Goal of the exercise:
In the entries below, find every line holding the string "padding" and collect it.

Material shown:
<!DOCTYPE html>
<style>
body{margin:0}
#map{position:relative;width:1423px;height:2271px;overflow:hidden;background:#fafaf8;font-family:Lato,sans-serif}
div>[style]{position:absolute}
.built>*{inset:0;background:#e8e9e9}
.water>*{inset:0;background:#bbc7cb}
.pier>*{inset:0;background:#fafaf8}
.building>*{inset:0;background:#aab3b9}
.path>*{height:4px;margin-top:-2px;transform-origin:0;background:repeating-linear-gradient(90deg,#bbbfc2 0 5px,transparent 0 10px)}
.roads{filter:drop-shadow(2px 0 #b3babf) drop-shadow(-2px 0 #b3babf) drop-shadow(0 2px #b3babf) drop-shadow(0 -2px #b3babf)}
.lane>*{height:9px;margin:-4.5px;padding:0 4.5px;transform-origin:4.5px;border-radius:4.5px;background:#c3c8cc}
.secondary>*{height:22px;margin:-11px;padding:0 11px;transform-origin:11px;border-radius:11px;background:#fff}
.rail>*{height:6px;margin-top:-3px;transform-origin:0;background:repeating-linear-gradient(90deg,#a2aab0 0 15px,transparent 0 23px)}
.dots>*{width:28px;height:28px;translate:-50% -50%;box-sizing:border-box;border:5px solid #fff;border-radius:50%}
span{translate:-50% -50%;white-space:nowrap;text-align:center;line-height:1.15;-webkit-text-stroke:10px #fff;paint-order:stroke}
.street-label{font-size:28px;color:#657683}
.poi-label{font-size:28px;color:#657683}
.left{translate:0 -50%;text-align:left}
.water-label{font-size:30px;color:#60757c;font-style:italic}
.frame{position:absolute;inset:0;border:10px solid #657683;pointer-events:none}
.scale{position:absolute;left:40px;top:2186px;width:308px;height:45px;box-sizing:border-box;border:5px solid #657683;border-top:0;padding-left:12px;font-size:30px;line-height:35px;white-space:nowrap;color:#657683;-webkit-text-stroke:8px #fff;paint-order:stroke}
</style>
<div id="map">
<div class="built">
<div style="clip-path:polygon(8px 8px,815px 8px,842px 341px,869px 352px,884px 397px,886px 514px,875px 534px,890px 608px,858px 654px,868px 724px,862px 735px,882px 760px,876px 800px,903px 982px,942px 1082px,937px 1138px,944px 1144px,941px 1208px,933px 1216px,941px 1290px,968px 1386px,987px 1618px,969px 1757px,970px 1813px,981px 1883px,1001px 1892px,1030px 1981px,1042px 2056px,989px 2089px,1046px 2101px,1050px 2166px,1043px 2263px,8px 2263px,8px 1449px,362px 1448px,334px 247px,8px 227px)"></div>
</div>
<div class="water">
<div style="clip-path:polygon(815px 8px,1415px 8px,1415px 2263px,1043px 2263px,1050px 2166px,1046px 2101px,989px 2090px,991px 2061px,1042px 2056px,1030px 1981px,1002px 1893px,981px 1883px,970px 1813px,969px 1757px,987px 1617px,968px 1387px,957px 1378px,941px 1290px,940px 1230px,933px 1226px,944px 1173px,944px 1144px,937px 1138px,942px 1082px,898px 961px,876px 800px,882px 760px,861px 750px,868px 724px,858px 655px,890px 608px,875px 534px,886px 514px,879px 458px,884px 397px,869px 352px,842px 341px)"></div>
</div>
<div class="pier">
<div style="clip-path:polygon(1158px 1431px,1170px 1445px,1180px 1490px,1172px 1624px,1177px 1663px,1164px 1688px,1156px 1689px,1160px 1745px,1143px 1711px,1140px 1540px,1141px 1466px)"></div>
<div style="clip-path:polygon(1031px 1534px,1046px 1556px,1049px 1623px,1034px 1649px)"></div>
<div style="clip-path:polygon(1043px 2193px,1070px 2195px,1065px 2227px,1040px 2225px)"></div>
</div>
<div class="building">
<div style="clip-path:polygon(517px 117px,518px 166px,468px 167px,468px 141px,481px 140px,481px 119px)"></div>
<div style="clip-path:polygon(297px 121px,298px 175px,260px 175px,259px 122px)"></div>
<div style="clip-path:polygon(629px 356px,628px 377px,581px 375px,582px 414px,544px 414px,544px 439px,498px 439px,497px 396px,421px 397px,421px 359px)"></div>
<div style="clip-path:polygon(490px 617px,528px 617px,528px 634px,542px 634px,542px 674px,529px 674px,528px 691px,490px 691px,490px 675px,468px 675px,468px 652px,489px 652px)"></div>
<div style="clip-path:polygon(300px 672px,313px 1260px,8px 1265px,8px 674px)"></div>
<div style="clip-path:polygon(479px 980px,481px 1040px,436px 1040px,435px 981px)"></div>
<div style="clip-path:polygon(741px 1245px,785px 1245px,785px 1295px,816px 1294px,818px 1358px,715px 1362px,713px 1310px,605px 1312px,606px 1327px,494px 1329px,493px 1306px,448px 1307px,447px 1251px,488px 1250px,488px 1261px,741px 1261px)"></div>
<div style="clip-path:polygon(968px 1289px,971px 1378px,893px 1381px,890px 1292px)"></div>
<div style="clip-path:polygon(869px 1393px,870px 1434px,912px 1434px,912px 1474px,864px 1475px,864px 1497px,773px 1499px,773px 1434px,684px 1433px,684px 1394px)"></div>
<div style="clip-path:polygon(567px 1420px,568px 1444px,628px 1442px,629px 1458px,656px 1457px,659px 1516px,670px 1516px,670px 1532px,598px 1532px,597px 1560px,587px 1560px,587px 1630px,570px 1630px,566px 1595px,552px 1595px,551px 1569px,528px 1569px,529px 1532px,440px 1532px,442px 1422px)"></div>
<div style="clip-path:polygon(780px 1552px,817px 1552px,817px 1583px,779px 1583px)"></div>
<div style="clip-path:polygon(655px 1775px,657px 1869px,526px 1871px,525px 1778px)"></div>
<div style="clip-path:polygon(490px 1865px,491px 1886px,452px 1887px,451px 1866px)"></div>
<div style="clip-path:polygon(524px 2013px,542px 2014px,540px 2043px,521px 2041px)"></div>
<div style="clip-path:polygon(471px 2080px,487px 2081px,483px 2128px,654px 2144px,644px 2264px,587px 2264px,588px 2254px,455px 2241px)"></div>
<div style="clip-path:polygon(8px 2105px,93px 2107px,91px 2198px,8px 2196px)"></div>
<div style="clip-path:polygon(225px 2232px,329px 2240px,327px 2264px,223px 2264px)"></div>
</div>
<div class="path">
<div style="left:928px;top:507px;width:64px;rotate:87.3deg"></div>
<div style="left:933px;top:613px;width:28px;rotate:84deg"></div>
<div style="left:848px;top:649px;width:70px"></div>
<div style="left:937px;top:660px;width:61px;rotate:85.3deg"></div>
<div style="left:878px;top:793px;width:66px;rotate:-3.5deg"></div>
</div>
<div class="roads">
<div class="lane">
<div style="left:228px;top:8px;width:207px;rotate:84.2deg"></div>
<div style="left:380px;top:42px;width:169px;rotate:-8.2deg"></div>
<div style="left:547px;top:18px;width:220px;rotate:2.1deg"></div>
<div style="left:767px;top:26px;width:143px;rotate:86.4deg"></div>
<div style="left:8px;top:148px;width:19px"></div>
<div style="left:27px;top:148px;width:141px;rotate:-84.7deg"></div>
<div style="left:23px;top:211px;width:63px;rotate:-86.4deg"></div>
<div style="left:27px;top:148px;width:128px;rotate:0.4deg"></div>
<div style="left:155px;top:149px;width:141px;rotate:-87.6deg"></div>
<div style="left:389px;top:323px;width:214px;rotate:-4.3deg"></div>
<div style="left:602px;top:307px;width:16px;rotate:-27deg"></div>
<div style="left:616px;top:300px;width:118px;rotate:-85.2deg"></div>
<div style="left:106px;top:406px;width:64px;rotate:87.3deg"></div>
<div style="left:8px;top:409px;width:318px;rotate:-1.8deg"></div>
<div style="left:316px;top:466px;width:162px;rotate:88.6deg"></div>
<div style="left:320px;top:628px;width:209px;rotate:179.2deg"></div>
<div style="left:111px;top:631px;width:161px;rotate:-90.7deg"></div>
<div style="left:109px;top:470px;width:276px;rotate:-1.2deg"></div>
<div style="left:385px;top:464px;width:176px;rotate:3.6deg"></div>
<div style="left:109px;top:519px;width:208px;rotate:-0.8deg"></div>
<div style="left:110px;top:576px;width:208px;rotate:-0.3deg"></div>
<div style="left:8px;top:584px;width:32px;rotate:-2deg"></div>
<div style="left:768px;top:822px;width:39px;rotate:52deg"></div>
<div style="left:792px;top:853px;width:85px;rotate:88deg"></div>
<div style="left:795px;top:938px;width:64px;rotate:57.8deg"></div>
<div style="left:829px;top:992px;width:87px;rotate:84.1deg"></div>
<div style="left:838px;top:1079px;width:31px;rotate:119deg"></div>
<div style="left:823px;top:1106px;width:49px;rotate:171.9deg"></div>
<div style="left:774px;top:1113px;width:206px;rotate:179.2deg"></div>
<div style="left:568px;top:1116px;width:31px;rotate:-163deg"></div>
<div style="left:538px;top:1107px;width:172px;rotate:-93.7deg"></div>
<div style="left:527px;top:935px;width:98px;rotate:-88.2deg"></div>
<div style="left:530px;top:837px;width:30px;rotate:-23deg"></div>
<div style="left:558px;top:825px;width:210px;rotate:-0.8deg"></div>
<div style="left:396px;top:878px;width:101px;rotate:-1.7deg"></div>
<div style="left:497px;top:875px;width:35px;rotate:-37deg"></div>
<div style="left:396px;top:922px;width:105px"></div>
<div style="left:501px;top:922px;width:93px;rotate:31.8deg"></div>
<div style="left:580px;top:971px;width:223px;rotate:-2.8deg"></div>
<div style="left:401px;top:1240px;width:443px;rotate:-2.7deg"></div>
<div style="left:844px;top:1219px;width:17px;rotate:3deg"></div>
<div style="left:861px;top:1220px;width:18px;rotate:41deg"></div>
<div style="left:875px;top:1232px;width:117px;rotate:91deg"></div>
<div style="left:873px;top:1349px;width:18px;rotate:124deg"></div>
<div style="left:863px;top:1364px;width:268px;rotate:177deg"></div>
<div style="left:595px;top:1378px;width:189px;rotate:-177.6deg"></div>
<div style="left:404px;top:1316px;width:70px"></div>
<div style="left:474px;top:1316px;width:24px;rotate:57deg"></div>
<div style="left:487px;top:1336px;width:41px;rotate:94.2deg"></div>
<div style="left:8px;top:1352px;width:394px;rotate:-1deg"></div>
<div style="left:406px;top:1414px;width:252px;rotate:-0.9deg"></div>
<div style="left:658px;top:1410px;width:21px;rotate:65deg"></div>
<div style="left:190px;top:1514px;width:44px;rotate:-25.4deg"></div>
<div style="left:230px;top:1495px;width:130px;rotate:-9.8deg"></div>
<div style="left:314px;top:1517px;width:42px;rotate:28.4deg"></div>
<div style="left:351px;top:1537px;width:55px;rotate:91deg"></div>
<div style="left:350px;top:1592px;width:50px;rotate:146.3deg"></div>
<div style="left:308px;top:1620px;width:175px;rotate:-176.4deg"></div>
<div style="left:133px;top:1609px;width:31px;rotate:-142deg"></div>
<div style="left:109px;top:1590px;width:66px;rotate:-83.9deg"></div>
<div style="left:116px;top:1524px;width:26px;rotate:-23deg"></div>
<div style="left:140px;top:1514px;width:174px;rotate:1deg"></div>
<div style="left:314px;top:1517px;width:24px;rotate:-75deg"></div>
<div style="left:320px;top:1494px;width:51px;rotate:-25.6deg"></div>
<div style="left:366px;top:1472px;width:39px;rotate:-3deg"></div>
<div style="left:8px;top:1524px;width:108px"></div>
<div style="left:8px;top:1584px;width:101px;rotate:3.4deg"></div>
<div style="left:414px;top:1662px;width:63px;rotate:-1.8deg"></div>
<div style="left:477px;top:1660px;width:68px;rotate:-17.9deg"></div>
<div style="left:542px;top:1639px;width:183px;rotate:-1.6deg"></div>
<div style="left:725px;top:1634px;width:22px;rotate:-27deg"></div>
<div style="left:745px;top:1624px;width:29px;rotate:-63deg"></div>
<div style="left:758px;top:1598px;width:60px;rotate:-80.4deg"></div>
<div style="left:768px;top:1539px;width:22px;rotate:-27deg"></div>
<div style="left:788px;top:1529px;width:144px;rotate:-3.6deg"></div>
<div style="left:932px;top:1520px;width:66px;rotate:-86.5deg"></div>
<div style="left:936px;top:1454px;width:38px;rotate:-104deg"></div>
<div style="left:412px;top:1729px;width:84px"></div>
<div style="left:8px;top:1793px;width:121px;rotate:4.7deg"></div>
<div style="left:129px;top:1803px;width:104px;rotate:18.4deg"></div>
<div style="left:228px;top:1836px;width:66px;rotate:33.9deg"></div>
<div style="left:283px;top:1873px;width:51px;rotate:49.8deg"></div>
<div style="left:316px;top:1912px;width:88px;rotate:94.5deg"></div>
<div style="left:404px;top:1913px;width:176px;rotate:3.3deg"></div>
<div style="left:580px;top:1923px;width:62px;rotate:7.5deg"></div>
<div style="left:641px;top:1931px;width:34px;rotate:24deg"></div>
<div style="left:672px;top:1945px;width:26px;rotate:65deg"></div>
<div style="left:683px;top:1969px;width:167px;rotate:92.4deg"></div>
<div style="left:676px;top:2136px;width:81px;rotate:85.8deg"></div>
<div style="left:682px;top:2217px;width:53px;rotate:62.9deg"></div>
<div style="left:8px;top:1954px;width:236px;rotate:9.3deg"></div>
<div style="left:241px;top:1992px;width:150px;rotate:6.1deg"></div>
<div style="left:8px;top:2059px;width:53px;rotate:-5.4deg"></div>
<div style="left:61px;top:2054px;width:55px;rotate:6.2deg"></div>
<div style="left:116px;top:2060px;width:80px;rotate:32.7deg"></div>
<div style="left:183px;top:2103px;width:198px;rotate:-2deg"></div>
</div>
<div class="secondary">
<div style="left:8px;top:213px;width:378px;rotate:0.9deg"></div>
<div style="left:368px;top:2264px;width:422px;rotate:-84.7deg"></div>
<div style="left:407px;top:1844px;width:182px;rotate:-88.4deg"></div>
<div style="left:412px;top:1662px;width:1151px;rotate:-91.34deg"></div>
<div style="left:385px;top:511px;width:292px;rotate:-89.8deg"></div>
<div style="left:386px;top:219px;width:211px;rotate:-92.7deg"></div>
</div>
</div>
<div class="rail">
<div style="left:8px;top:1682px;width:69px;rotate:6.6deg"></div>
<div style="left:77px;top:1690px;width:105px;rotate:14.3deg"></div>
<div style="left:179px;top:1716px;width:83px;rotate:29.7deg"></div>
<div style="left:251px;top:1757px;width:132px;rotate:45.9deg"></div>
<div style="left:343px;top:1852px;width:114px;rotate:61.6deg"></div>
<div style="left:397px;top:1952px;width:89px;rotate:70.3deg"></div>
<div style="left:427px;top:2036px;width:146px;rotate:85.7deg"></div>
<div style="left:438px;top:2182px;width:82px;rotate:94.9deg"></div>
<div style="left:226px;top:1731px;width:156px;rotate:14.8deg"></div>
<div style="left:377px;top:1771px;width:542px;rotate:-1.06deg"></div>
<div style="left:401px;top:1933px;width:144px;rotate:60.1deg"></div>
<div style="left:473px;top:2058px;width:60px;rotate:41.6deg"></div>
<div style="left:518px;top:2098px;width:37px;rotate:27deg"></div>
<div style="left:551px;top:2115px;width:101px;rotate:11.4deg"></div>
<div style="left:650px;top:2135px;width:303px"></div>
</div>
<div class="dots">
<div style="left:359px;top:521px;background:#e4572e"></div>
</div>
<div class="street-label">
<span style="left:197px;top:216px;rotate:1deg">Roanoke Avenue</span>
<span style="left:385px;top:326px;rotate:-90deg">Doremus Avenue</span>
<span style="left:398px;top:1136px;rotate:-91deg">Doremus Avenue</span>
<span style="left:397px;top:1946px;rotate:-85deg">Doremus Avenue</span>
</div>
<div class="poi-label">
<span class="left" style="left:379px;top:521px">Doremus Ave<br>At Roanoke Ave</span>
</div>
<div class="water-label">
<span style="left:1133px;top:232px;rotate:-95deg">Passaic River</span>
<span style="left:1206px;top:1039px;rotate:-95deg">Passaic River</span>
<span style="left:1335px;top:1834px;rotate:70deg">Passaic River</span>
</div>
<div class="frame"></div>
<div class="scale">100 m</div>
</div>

Result of the exercise:
.lane>*{height:9px;margin:-4.5px;padding:0 4.5px;transform-origin:4.5px;border-radius:4.5px;background:#c3c8cc}
.secondary>*{height:22px;margin:-11px;padding:0 11px;transform-origin:11px;border-radius:11px;background:#fff}
.scale{position:absolute;left:40px;top:2186px;width:308px;height:45px;box-sizing:border-box;border:5px solid #657683;border-top:0;padding-left:12px;font-size:30px;line-height:35px;white-space:nowrap;color:#657683;-webkit-text-stroke:8px #fff;paint-order:stroke}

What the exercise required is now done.